◆ What you need to do
Copy the records below line by line and word for word, from the very first line through the line with "filter:drop-shadow(2px 0 #4e5566)", omitting each picture.

◆ Records to use
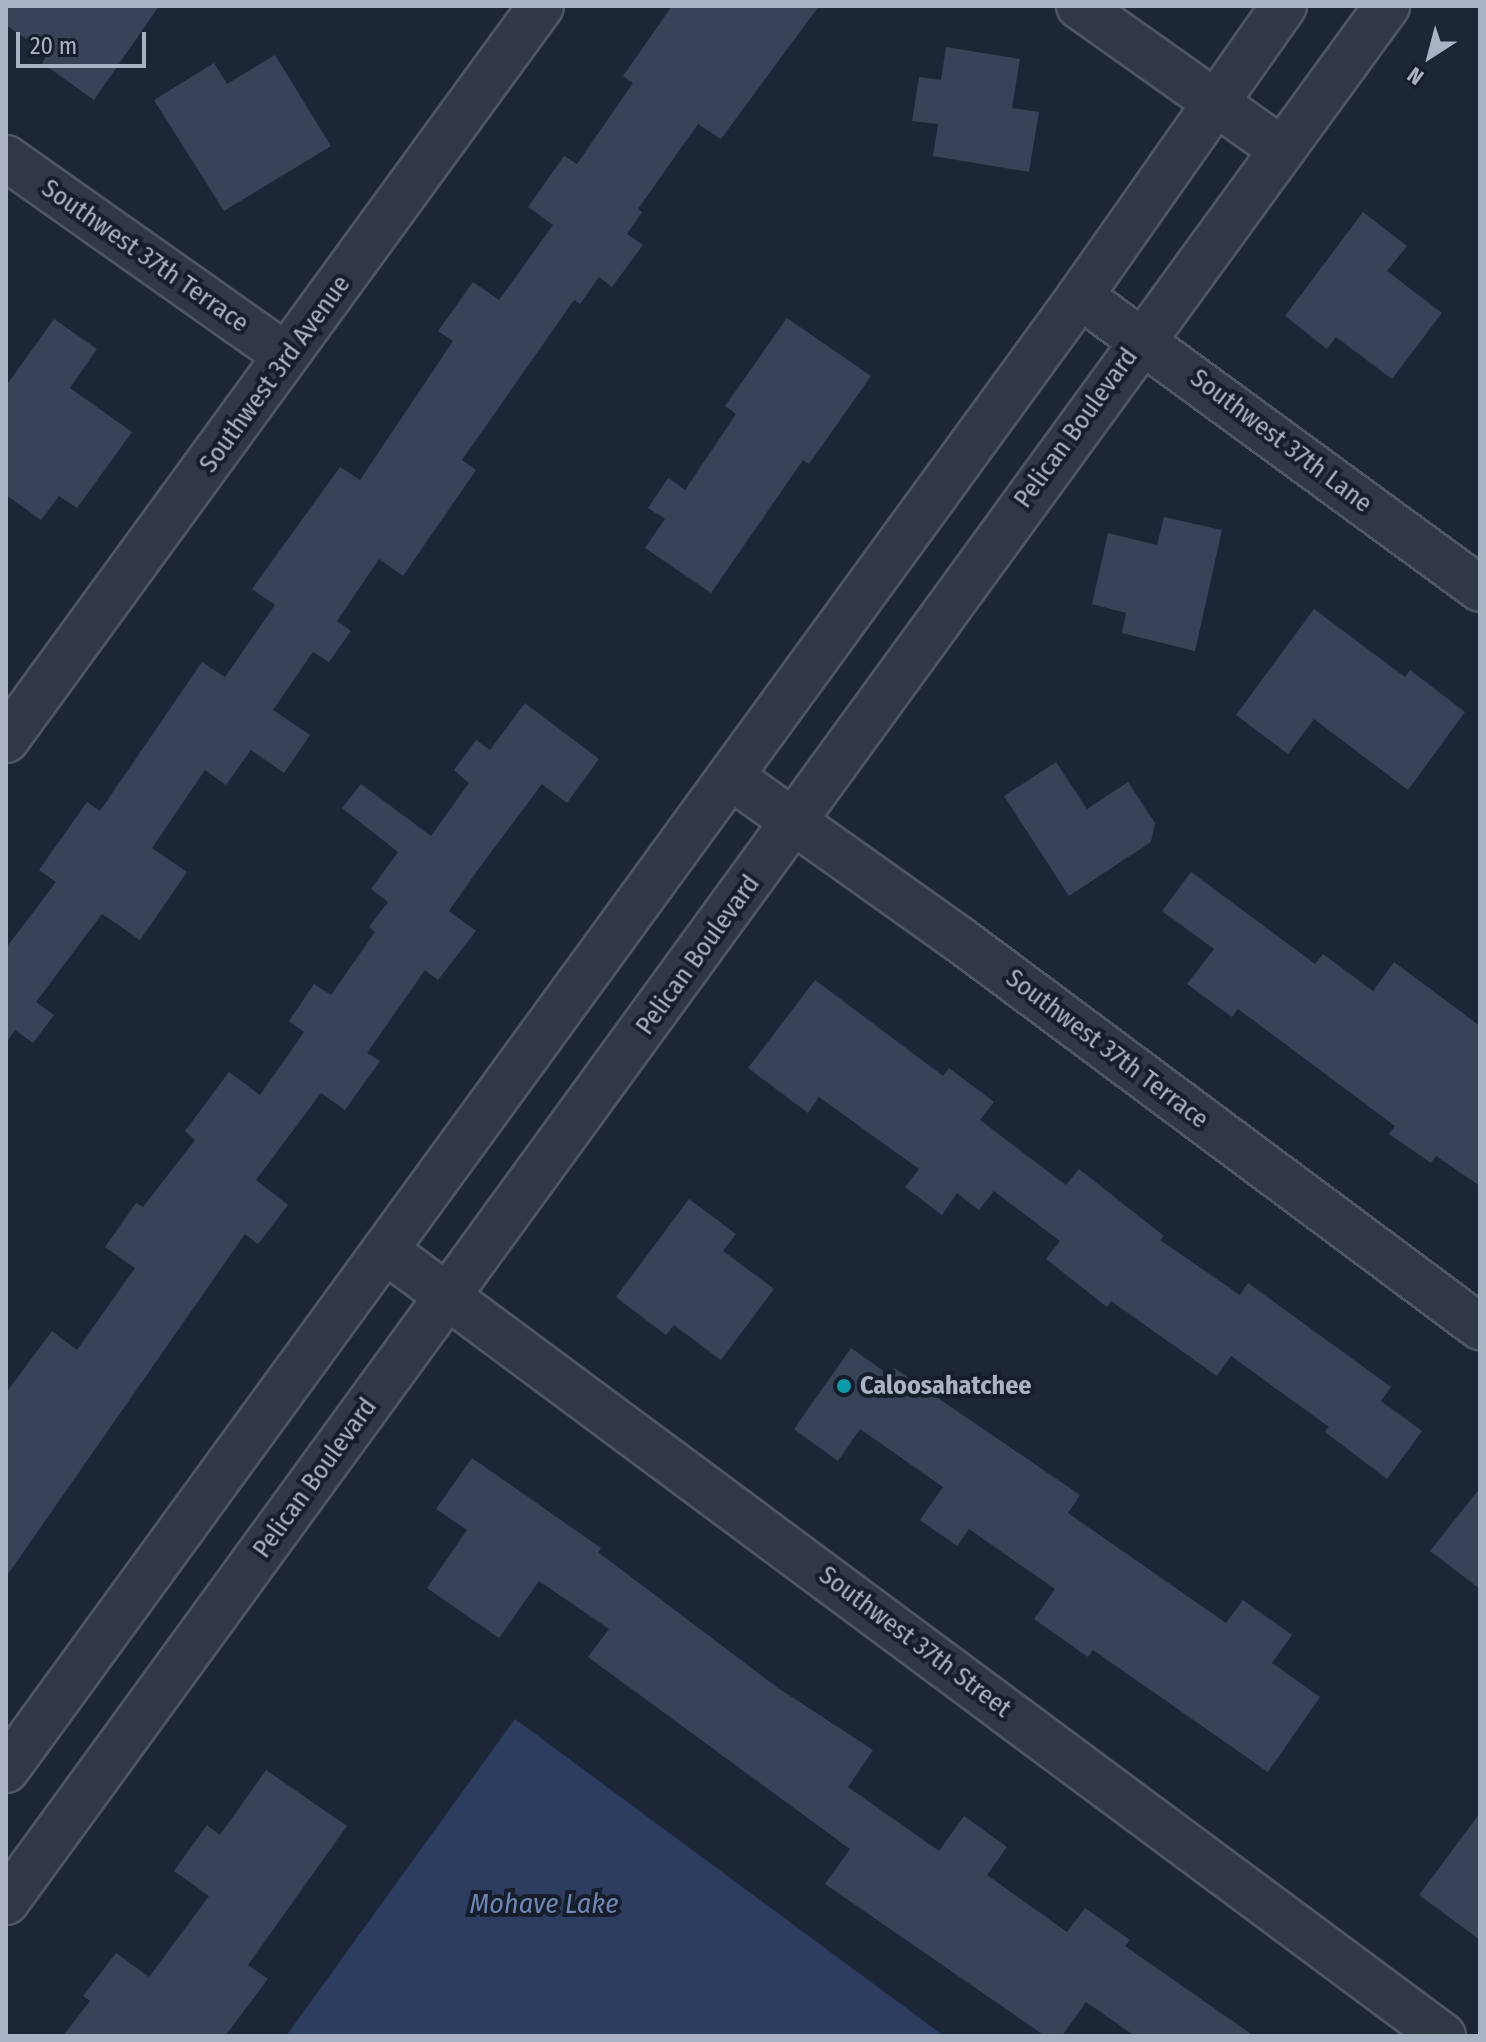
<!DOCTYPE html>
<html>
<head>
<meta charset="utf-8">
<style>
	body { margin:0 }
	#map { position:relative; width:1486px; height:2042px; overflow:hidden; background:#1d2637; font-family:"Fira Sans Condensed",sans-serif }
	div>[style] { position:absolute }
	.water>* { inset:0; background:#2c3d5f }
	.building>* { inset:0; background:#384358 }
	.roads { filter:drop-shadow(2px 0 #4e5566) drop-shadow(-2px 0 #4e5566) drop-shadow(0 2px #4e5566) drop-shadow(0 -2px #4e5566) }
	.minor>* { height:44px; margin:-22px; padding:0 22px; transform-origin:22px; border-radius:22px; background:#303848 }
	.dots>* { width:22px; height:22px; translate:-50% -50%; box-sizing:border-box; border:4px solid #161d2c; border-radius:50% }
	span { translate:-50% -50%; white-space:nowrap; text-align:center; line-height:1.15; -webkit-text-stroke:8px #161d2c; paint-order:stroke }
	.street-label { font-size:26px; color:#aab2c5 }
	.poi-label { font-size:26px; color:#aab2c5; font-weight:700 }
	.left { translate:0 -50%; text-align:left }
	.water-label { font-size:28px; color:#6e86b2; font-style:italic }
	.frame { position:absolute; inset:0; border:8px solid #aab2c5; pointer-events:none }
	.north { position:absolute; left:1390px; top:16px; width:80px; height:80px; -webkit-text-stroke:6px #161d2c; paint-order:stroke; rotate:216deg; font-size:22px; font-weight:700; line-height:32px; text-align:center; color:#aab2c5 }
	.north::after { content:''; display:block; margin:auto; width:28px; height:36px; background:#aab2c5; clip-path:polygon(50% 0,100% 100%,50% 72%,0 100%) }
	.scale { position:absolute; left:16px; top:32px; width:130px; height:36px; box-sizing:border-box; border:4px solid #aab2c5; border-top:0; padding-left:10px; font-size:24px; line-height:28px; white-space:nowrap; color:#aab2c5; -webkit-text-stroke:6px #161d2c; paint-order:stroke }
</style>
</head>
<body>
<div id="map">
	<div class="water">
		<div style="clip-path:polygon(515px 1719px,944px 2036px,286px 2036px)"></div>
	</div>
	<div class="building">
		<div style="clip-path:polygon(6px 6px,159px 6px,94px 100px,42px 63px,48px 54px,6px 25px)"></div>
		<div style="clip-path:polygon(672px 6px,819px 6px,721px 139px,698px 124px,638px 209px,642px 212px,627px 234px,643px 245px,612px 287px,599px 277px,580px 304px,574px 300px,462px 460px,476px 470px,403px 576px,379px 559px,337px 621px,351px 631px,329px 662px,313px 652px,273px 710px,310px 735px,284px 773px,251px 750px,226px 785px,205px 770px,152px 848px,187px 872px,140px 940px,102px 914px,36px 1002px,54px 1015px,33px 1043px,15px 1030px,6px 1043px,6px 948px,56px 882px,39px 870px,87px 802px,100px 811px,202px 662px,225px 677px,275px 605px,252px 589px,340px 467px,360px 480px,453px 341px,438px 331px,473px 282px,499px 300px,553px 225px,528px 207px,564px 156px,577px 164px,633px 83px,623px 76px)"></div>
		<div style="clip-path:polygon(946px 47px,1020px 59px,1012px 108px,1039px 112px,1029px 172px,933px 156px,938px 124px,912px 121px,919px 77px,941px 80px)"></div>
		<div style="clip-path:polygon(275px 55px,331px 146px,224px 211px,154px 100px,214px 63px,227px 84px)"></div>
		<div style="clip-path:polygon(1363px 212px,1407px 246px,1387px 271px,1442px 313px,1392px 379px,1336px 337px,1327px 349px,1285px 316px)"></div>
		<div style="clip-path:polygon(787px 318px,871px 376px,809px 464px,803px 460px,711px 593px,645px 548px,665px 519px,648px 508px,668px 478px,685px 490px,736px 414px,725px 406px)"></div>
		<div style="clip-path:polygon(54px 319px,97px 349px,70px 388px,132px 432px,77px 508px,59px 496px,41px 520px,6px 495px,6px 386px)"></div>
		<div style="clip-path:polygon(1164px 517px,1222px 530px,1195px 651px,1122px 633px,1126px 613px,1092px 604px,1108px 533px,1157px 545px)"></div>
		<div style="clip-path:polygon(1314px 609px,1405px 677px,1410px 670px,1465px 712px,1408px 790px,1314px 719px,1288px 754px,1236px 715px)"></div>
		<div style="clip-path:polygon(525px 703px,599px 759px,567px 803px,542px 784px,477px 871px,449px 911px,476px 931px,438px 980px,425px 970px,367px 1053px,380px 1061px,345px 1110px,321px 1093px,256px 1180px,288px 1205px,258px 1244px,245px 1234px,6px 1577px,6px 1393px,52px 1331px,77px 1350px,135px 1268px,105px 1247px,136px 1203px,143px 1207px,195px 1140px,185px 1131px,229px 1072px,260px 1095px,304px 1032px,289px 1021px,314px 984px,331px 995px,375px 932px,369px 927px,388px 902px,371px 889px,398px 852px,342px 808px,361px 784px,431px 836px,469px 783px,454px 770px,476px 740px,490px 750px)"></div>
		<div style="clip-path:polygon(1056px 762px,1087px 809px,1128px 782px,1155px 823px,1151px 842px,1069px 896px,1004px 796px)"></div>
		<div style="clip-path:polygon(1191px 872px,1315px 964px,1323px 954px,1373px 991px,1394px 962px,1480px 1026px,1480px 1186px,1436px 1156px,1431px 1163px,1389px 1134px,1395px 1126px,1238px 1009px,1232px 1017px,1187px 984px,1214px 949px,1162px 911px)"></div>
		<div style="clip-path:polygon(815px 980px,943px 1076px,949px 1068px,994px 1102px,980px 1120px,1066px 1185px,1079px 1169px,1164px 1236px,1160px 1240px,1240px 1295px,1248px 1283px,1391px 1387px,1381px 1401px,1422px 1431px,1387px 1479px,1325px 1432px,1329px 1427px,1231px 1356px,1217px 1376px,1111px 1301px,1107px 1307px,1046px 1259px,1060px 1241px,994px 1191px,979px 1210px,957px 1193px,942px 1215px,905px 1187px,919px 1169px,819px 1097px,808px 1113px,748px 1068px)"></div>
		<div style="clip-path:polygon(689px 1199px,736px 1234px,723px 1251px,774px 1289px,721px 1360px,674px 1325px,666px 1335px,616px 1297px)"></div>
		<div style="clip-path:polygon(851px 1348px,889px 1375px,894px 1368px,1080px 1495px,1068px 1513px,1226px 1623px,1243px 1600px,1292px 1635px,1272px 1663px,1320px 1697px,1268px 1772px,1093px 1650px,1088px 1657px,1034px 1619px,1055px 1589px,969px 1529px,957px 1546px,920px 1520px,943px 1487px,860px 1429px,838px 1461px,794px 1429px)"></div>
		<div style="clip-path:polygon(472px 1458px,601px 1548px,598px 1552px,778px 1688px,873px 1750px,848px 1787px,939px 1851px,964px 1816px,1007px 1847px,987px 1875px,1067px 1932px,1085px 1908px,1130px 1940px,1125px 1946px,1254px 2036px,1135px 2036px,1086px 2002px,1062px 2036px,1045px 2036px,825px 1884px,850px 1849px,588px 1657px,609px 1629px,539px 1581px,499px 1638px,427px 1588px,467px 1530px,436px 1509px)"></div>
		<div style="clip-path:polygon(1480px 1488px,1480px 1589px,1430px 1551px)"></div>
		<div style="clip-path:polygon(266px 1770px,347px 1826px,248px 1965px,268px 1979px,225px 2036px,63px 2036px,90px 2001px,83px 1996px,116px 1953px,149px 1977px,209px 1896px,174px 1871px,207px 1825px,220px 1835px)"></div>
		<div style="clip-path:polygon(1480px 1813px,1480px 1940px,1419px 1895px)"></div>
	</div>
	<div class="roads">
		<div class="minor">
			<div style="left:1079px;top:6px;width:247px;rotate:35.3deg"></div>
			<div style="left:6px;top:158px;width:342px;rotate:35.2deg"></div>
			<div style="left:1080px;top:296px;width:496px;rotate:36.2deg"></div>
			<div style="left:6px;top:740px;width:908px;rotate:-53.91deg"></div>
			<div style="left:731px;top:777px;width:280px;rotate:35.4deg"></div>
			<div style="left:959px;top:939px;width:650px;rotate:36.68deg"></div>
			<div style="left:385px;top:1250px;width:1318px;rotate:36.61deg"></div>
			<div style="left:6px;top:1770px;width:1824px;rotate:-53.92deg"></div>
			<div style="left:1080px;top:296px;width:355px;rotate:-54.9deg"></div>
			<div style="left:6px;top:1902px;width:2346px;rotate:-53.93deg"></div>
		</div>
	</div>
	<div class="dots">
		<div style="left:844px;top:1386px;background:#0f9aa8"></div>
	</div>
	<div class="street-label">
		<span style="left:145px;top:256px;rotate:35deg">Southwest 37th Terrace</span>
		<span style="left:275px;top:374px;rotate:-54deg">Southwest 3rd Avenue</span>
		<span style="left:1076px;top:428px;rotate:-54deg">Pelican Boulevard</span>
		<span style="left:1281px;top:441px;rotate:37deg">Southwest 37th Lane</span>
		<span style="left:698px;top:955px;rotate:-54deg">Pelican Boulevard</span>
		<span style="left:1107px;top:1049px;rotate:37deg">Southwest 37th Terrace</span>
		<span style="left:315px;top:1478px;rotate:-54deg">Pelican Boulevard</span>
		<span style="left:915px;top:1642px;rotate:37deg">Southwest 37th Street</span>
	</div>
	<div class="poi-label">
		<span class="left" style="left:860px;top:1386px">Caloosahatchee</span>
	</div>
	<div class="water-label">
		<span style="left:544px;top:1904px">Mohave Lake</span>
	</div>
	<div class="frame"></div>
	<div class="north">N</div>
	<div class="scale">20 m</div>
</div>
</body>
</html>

◆ The completed task
<!DOCTYPE html>
<html>
<head>
<meta charset="utf-8">
<style>
	body { margin:0 }
	#map { position:relative; width:1486px; height:2042px; overflow:hidden; background:#1d2637; font-family:"Fira Sans Condensed",sans-serif }
	div>[style] { position:absolute }
	.water>* { inset:0; background:#2c3d5f }
	.building>* { inset:0; background:#384358 }
	.roads { filter:drop-shadow(2px 0 #4e5566) drop-shadow(-2px 0 #4e5566) drop-shadow(0 2px #4e5566) drop-shadow(0 -2px #4e5566) }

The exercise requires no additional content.